The Sharia ban was approved in a referendum in the state in November 2010 as an amendment to the state constitution.  It was approved by 70 percent of the voters.  However, few voters were aware of the contents of the amendment as it was never subject to much public debate.  The amendment was approved along with several other amendments that were non-controversial.

The amendment would ban Oklahoma courts from considering international or Islamic law.

The US district court in Oklahoma City last year ruled the language violated the US Constitution.  The losers then appealed to the federal appeals court in Denver.  On Tuesday, that court upheld the US district court decision.  The losers may now try to appeal to the US Supreme Court, the final arbiter on constitutional questions.

Muneer Awad, the executive director of the Council on American-Islamic Relations in Oklahoma, started the court struggle by suing to block the law from taking effect, arguing that the so-called “Save Our State Amendment” violated his First Amendment rights.
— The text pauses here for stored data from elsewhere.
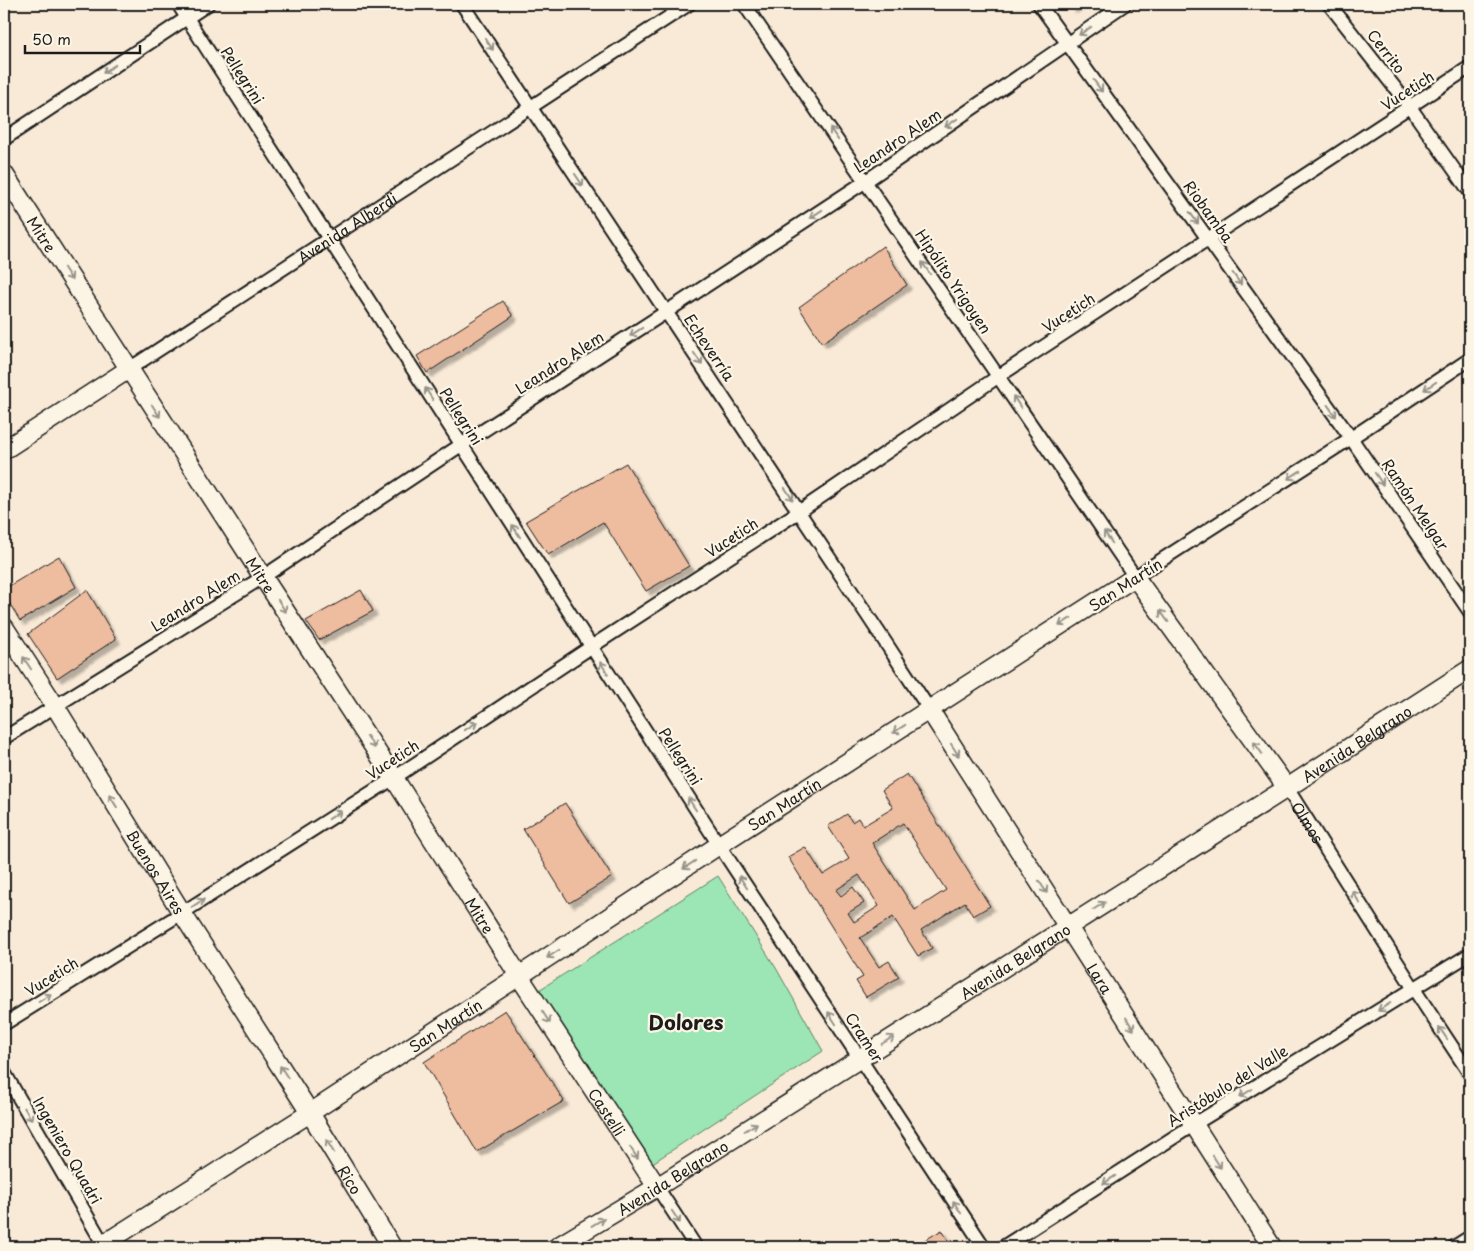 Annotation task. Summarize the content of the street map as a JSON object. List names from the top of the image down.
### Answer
{
  "streets": {
    "main road": [
      "Avenida Alberdi",
      "Mitre",
      "San Martín",
      "Avenida Belgrano",
      "Olmos",
      "Buenos Aires",
      "Lara",
      "Castelli",
      "Rico"
    ],
    "street": [
      "Cerrito",
      "Pellegrini",
      "Vucetich",
      "Leandro Alem",
      "Riobamba",
      "Hipólito Yrigoyen",
      "Echeverría",
      "Ramón Melgar",
      "Cramer",
      "Aristóbulo del Valle",
      "Ingeniero Quadri"
    ]
  },
  "crossings": [
    ["Cerrito", "Vucetich"],
    ["Pellegrini", "Vucetich"],
    ["Pellegrini", "Leandro Alem"],
    ["Pellegrini", "Avenida Alberdi"],
    ["Pellegrini", "San Martín"],
    ["Pellegrini", "Cramer"],
    ["Vucetich", "Riobamba"],
    ["Vucetich", "Mitre"],
    ["Vucetich", "Hipólito Yrigoyen"],
    ["Vucetich", "Echeverría"],
    ["Vucetich", "Buenos Aires"],
    ["Leandro Alem", "Riobamba"],
    ["Leandro Alem", "Mitre"],
    ["Leandro Alem", "Hipólito Yrigoyen"],
    ["Leandro Alem", "Echeverría"],
    ["Leandro Alem", "Buenos Aires"],
    ["Riobamba", "Ramón Melgar"],
    ["Riobamba", "San Martín"],
    ["Avenida Alberdi", "Mitre"],
    ["Avenida Alberdi", "Echeverría"],
    ["Mitre", "San Martín"],
    ["Mitre", "Castelli"],
    ["Hipólito Yrigoyen", "San Martín"],
    ["Hipólito Yrigoyen", "Olmos"],
    ["Echeverría", "San Martín"],
    ["Echeverría", "Lara"],
    ["Ramón Melgar", "San Martín"],
    ["San Martín", "Olmos"],
    ["San Martín", "Buenos Aires"],
    ["San Martín", "Lara"],
    ["San Martín", "Cramer"],
    ["San Martín", "Castelli"],
    ["San Martín", "Ingeniero Quadri"],
    ["San Martín", "Rico"],
    ["Avenida Belgrano", "Olmos"],
    ["Avenida Belgrano", "Lara"],
    ["Avenida Belgrano", "Cramer"],
    ["Avenida Belgrano", "Castelli"],
    ["Olmos", "Aristóbulo del Valle"],
    ["Buenos Aires", "Rico"],
    ["Lara", "Aristóbulo del Valle"]
  ],
  "one_way": [
    "Pellegrini",
    "Vucetich",
    "Leandro Alem",
    "Riobamba",
    "Mitre",
    "Hipólito Yrigoyen",
    "Echeverría",
    "Ramón Melgar",
    "San Martín",
    "Avenida Belgrano",
    "Olmos",
    "Buenos Aires",
    "Lara",
    "Cramer",
    "Aristóbulo del Valle",
    "Castelli",
    "Ingeniero Quadri",
    "Rico"
  ],
  "districts": ["Dolores"],
  "scale_bar": "50 m"
}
The state amendment read, in part: “The courts shall not look to the legal precepts of other nations or cultures. Specifically, the courts shall not consider international law or Sharia law.”

Backers argued that the amendment intended to ban all religious laws, that Islamic law was merely named as an example and that it wasn’t meant as a specific attack on Muslims. The appeals court disagreed.

“That argument conflicts with the amendment’s plain language, which mentions Sharia law in two places,” the appeals court opinion said.

The court also noted that the backers of the amendment admitted they did not know of any instance when an Oklahoma court applied Sharia law or used the legal precepts of other countries.

Awad argued that the ban on Islamic law would likely affect every aspect of his life as well as the execution of his will after his death since his will cites Islamic precepts.

The appeals court said Awad made a “strong showing” of potential harm.

It might seem strange that in a democracy a court could rule that 70 percent of a state’s voters are wrong and overrule them.  The court explained: “When the law that voters wish to enact is likely unconstitutional, their interests do not outweigh Mr. Awad’s in having his constitutional rights protected.”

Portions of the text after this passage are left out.